Detention & Seizure of Goods

Section 129 is just an alternative dispute redressal mechanism and provides an opportunity to the owner of the goods to pay amounts as specified under section 129 to get the goods released. 

The question arises here is that what happened when the owner of the goods does not volunteer to pay the penalty as prescribed u/s 129(1) of the Act. In the said case, the department is well equipped to initiate proceedings by taking recourse to Section 73, 74, 75 & 122 of the Act for determination of tax and the penalty. Which was not done in the present case.

Accordingly the tax and penalty order is set aside.

- High Court

Facts in brief:

  • Petitioner company was transporting goods from Lucknow to Haryana and hired a transporter, on which a bilty tax invoice and Part-A of the e-way bill were generated.
  • Petitioner has paid the tax as were required under the IGST Act, however, on account of an inadvertence Part-B of the eway bill was not generated prior to the commencement of the transport of goods.
  • It is on record that the driver commenced the journey on 24th Sep at 9.30 pm from the warehouse of the petitioner company and was intercepted on 25th Sep at 4.43 am.
  • The case of the petitioner is that although Part- B of the e-way bill was not generated before commencement of movement, however Part-B of e-way bill was uploaded at about 7:34 am in morning i.e. prior to the passing of the detention order.
  • It is stated that despite the fact that the petitioner had uploaded the Part-B of the e-way bill at about 7.34 am, the respondents authorities proceeded to pass a detention order on 29th Sep mainly on the ground that till 4.43 am, the Part-B of the eway bill had not been generated.
  • The present petition has been filed against the tax and penalty order passed u/s 129 of the CGST Act.

Petitioner:

The contention of the counsel for the petitioner is that the order imposing tax liability as well as the appellate order are bad in law and contrary to the mandate of the provisions of the CGST Act. He argues that from the plain reading of the section 129 of the Act, it is clear that on the goods being detained, the same are to be released on the owner of the goods or any other person coming forward and offering to pay the amount as indicated in clause-a, clause-b and clause-c of Section 129(1) of the Act. He argues that to determine the amount which is liable to be paid under clause-a, clause-b and clause-c of Section 129(1), the proper officer is empowered to specify the penalty payable. He argues that although the proper officer is empowered to specify the penalty which should be paid or offered to be paid under clause-a, clause-b or clause-c of Section 129(1) of the Act, there is no power to determine the penalty payable which can be done only in terms of the mandate of Section 122 of the CGST Act.

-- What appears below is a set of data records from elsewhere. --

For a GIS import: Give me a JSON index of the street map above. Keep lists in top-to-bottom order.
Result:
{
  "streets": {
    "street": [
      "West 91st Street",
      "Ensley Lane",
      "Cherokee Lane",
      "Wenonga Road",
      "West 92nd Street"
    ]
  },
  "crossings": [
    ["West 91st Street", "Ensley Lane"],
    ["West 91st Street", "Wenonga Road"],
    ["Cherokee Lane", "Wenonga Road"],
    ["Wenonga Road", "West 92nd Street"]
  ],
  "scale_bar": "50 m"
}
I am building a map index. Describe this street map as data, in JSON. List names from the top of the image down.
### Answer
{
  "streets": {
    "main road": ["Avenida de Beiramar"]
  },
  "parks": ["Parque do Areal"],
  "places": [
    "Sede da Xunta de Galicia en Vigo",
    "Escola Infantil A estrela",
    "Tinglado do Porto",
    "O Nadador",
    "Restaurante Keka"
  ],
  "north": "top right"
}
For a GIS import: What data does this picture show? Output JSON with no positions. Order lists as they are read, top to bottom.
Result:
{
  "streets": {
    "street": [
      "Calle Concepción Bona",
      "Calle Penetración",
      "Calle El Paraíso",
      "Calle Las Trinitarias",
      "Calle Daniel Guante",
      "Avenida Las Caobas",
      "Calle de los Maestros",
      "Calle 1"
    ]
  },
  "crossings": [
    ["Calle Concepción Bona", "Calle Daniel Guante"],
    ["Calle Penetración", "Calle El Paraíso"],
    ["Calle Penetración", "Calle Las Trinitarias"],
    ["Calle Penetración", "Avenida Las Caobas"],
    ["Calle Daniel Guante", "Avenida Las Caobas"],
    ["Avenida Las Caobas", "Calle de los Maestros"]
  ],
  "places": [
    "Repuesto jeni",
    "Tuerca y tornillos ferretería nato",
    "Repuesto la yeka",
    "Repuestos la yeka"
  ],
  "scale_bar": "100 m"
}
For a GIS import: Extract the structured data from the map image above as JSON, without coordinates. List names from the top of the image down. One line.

He further argues that admittedly no proceedings for determination of the penalty or for determination of the tax outstanding have been initiated either under section 73 or 74 of the CGST Act or under section 122 of the CGST Act. He further argues that in any event there was never any dispute that the tax which is required to be paid for transport of the goods was not paid and thus, the demand as well as the imposition of the penalty is neither justified nor proper exercise of the power. He further argues that no proceedings under section 73, 74 or 75 of the Act have also been initiated against the petitioner for determination of the tax liability. Thus, in short the submission of the counsel for the petitioner is that in terms of the mandate of section 129, the proper officer is neither authorized nor justified in determining the tax or imposing the penalty as has been done by means of the impugned orders and thus, the impugned orders are liable to be set aside and the amount deposited by the petitioner is liable to be refunded.

Revenue:

The Standing Counsel, on the other hand, argues that admittedly Part-B of the e-way bill was not uploaded by the petitioner prior to the commencement of the transport, which is a mandatory requirement under Rule 138 of the Rules framed under the Act and once it is admitted by the petitioner that Part-B of the e-way bill was not uploaded, no error can be found with the orders passed by the authority in exercising of the power under section 129 of the Act. He further argues that a duty is cast upon the petitioner to have uploaded Part-B of the e-way bill, which has not been discharged. In light of the said, he argues that the petition lacks merit and is liable to be dismissed.

Held:

The power of inspection, search and seizure can be carried out under Chapter XIV or in case of goods in transit under section 129. Section 129, on the plain reading, can be equated with an alternative dispute redressal mechanism and provides an opportunity to the owner of the goods or any other person to pay amounts as specified under section 129 (1)(a) or (b) or (c) of the said Act.

On a plain reading of clause 129(1)(a) of the Act, which provides for payment of penalty equal to 200% of the tax payable on such goods or penalty equal to 50% of the value of the goods, further in.......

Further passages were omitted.